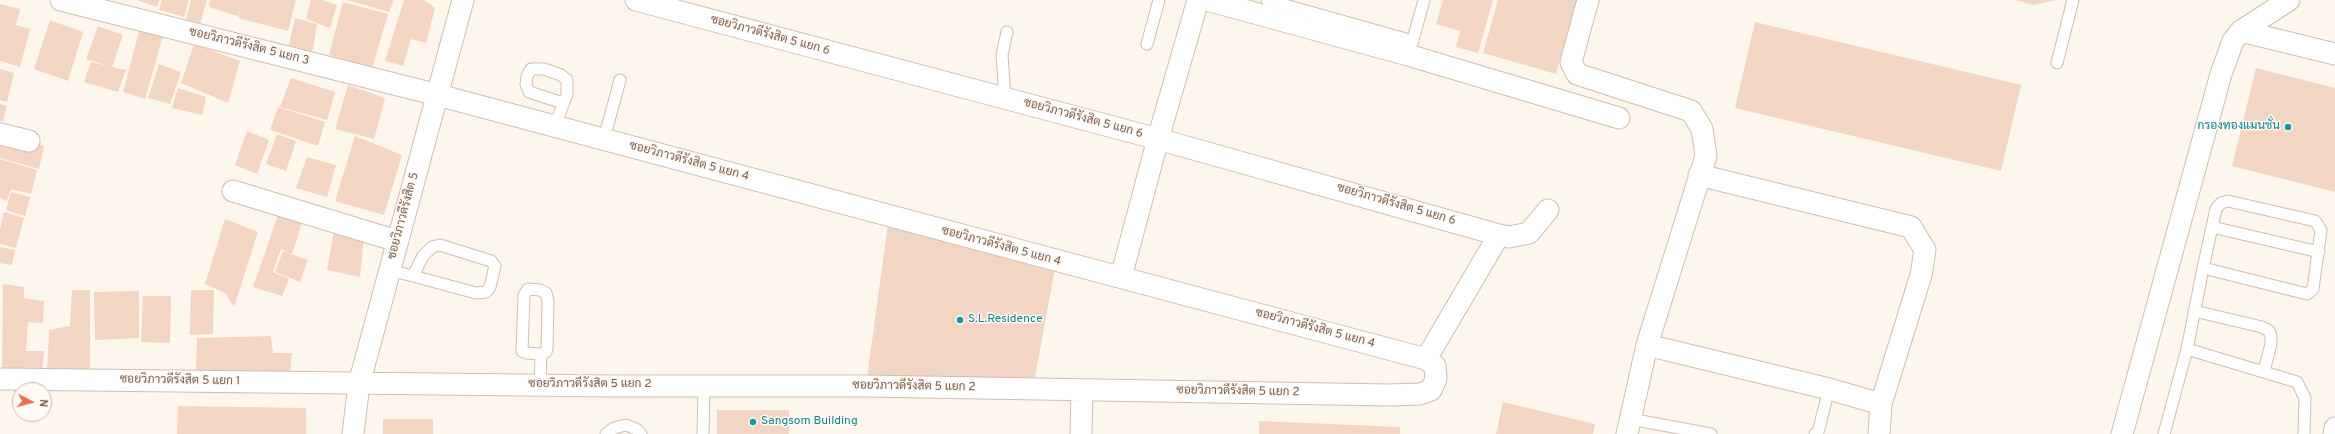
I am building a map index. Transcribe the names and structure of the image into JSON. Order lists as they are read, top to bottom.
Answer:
{
  "streets": {
    "street": [
      "ซอยวิภาวดีรังสิต 5 แยก 6",
      "ซอยวิภาวดีรังสิต 5 แยก 3",
      "ซอยวิภาวดีรังสิต 5 แยก 4",
      "ซอยวิภาวดีรังสิต 5",
      "ซอยวิภาวดีรังสิต 5 แยก 1",
      "ซอยวิภาวดีรังสิต 5 แยก 2"
    ]
  },
  "crossings": [
    ["ซอยวิภาวดีรังสิต 5 แยก 3", "ซอยวิภาวดีรังสิต 5 แยก 4"],
    ["ซอยวิภาวดีรังสิต 5 แยก 3", "ซอยวิภาวดีรังสิต 5"],
    ["ซอยวิภาวดีรังสิต 5 แยก 4", "ซอยวิภาวดีรังสิต 5"],
    ["ซอยวิภาวดีรังสิต 5 แยก 4", "ซอยวิภาวดีรังสิต 5 แยก 2"],
    ["ซอยวิภาวดีรังสิต 5", "ซอยวิภาวดีรังสิต 5 แยก 1"],
    ["ซอยวิภาวดีรังสิต 5", "ซอยวิภาวดีรังสิต 5 แยก 2"],
    ["ซอยวิภาวดีรังสิต 5 แยก 1", "ซอยวิภาวดีรังสิต 5 แยก 2"]
  ],
  "places": ["กรองทองแมนชั่น", "S.L.Residence", "Sangsom Building"],
  "north": "right"
}
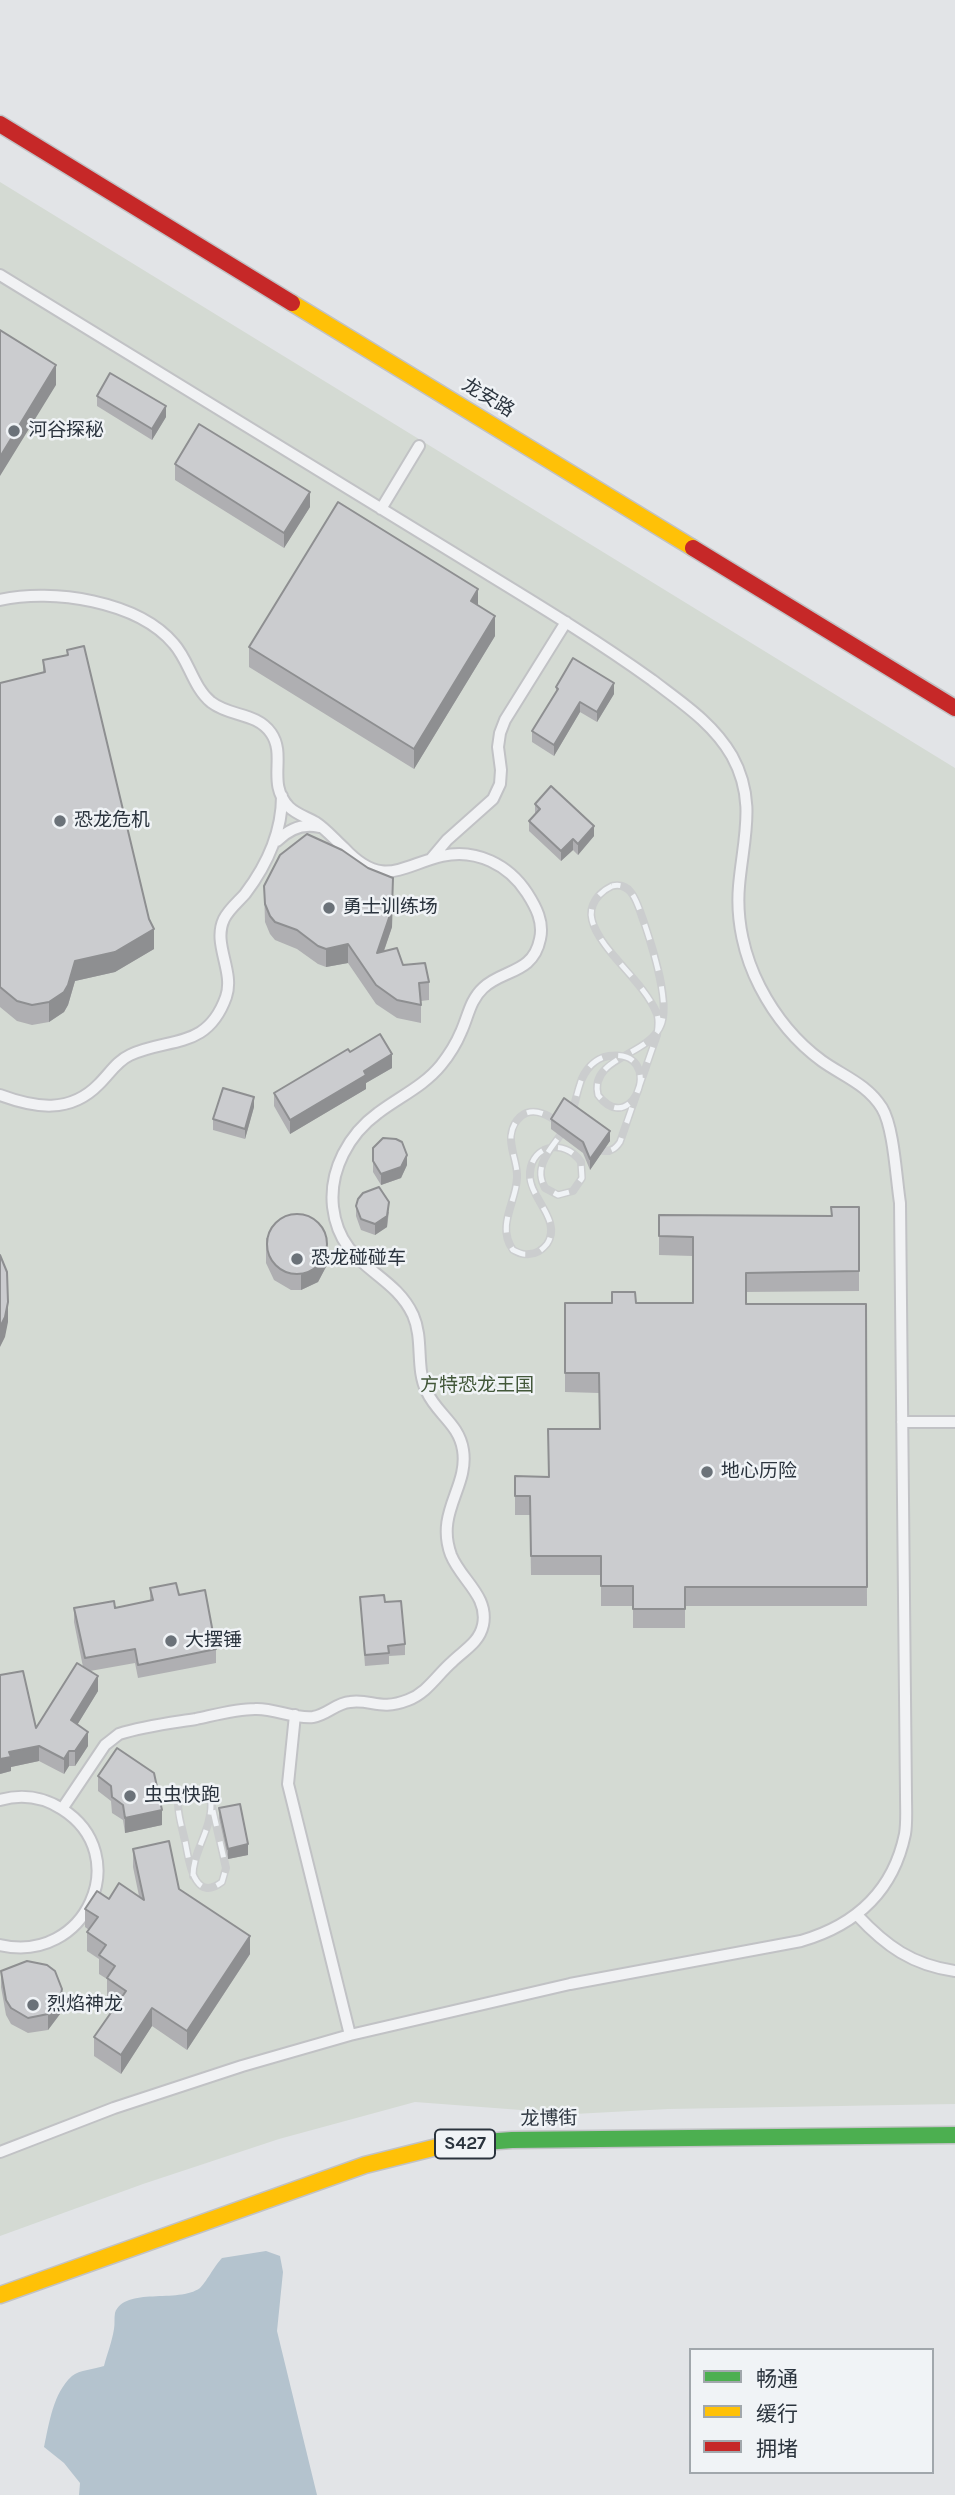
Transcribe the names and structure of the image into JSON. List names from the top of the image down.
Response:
{
  "streets": {
    "main road": ["龙安路", "龙博街", "S427"]
  },
  "parks": ["方特恐龙王国"],
  "places": [
    "河谷探秘",
    "恐龙危机",
    "勇士训练场",
    "恐龙碰碰车",
    "地心历险",
    "大摆锤",
    "虫虫快跑",
    "烈焰神龙"
  ],
  "legend": ["畅通", "缓行", "拥堵"]
}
○ ○ ○ ○ ○ ○ ○
→ **ACTION ITEM**: Reproduce the material exactly; keep pictures out.

→ **ANSWER TO THE EXERCISE**:
I am building a map index. Transcribe the names and structure of the image into JSON. Order lists as they are read, top to bottom.
Answer:
{
  "streets": {
    "street": [
      "ซอยวิภาวดีรังสิต 5 แยก 6",
      "ซอยวิภาวดีรังสิต 5 แยก 3",
      "ซอยวิภาวดีรังสิต 5 แยก 4",
      "ซอยวิภาวดีรังสิต 5",
      "ซอยวิภาวดีรังสิต 5 แยก 1",
      "ซอยวิภาวดีรังสิต 5 แยก 2"
    ]
  },
  "crossings": [
    ["ซอยวิภาวดีรังสิต 5 แยก 3", "ซอยวิภาวดีรังสิต 5 แยก 4"],
    ["ซอยวิภาวดีรังสิต 5 แยก 3", "ซอยวิภาวดีรังสิต 5"],
    ["ซอยวิภาวดีรังสิต 5 แยก 4", "ซอยวิภาวดีรังสิต 5"],
    ["ซอยวิภาวดีรังสิต 5 แยก 4", "ซอยวิภาวดีรังสิต 5 แยก 2"],
    ["ซอยวิภาวดีรังสิต 5", "ซอยวิภาวดีรังสิต 5 แยก 1"],
    ["ซอยวิภาวดีรังสิต 5", "ซอยวิภาวดีรังสิต 5 แยก 2"],
    ["ซอยวิภาวดีรังสิต 5 แยก 1", "ซอยวิภาวดีรังสิต 5 แยก 2"]
  ],
  "places": ["กรองทองแมนชั่น", "S.L.Residence", "Sangsom Building"],
  "north": "right"
}
Transcribe the names and structure of the image into JSON. List names from the top of the image down.
Response:
{
  "streets": {
    "main road": ["龙安路", "龙博街", "S427"]
  },
  "parks": ["方特恐龙王国"],
  "places": [
    "河谷探秘",
    "恐龙危机",
    "勇士训练场",
    "恐龙碰碰车",
    "地心历险",
    "大摆锤",
    "虫虫快跑",
    "烈焰神龙"
  ],
  "legend": ["畅通", "缓行", "拥堵"]
}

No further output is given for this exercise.